Sapnap blinks. Karl blushes pink against the blindfold. Quackity has no leg to stand on, because he can feel the heat glowing in his cheeks, but still he says, “Wow, Karl, what the hell? We’re trying to save the world from the horrors, is now really the time to snipe Sapnap out from under me?”
Karl giggles, and Sapnap laughs a breathy, shocked laugh, and Quackity snickers a little too, because that’s what he does when he’s nervous. There’s no need to be. Well, there’s every need to be, the horrors and all, but Sapnap is looking at Quackity with such fierce adoration that Quackity can’t even look back.
After a few minutes, he asks, “How you doing, Karlos?”
“Better. I can’t really feel him like this. Not as much, anyway.” Relief makes his voice wet. "Where are we?"

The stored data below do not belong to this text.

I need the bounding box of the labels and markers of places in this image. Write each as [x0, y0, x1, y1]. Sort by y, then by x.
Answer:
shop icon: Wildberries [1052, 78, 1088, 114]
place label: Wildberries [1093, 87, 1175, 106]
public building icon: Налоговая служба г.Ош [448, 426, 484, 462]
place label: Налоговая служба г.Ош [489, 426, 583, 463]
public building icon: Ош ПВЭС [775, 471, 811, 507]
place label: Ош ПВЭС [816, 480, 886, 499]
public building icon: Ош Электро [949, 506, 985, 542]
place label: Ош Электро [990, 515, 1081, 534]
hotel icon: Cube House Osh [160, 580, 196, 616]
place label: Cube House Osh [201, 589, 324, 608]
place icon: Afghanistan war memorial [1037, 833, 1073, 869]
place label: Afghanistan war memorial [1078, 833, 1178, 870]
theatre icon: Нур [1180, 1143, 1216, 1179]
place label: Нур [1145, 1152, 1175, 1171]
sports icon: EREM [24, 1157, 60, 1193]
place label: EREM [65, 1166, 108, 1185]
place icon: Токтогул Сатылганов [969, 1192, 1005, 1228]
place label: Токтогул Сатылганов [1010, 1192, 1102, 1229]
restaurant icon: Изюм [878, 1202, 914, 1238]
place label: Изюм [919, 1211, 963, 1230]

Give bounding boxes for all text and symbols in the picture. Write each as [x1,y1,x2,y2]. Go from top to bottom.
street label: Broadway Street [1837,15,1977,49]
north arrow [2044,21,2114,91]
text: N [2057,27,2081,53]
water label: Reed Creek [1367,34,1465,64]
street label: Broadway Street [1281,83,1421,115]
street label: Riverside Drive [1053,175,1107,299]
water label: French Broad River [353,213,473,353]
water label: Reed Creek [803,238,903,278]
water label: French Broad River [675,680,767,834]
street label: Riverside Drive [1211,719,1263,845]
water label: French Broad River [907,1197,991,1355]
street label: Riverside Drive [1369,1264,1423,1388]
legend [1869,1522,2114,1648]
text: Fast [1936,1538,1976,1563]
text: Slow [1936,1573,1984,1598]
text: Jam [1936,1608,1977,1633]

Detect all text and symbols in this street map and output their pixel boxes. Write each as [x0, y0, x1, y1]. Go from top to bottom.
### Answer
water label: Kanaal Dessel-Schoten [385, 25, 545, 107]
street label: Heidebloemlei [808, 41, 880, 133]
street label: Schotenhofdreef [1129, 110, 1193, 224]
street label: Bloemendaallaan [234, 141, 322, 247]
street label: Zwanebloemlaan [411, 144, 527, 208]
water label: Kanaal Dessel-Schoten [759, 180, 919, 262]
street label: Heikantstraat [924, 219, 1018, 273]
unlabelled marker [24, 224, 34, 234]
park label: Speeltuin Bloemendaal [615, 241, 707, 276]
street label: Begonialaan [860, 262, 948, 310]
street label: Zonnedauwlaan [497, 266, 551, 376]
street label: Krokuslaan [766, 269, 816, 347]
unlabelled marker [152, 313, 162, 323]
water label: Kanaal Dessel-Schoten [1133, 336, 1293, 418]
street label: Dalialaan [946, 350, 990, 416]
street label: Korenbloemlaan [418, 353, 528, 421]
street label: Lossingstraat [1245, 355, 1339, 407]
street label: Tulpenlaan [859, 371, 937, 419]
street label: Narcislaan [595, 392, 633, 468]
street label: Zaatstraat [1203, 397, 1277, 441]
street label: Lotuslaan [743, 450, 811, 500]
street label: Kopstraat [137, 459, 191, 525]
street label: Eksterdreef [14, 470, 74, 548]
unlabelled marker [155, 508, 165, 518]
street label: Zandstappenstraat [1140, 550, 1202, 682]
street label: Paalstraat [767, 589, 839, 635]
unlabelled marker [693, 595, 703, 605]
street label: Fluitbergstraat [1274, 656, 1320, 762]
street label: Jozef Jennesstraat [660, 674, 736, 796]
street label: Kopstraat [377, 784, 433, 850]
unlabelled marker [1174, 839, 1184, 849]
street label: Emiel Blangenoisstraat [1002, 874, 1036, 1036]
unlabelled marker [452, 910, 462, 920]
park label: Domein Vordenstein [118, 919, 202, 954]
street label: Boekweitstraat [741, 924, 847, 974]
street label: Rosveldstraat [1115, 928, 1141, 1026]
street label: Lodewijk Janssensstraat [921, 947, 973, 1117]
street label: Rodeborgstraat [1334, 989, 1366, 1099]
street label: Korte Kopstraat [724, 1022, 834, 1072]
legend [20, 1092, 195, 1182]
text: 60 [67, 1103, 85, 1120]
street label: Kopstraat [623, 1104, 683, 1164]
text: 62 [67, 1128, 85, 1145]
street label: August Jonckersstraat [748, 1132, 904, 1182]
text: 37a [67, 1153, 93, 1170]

Quackity looks around. "Not sure. Indiana, maybe? I think this whole state is just corn."
"We should get back on the road." Karl nods, once and then again. He starts to fumble with the tie. When he fails to pick the knot loose he just drags it off his head and holds it out, hair wild, eyes shut. “Thanks, Sap. I’m okay now.”
“No, take it. If you feel better with it, take it.” Sapnap pushes the bandana back into Karl’s hands. Karl laughs without humor.
“The only way I’d feel better is if I wear it all the time. You’d have to lead me around.”
“Then we’ll lead you around,” Sapnap says. He takes Karl’s hand and squeezes it. Quackity needs no prompting to do the same.
Karl chuckle-sobs, “That’s kinda gay.”
“Karl, I hate to be the one to tell you this, but you are gay. You are very very gay,” says Quackity.
“Who, me? I’m as straight as a maypole,” Karl says, and bursts into tears. Quackity holds him, and Sapnap holds them both.
They iron out the kinks of their new system in fast food parking lots and fading strip malls and gas station aisles. Step here, car incoming, follow my voice. Turn left. I said left, dipshit, your other left.
It looks goofy as hell when they try to run, Karl’s long loping gazelle legs tripping them up more than once, but they get better at it. They trace letters into the backs of hands with thumbs, work out rudimentary one-two tap signals just in case.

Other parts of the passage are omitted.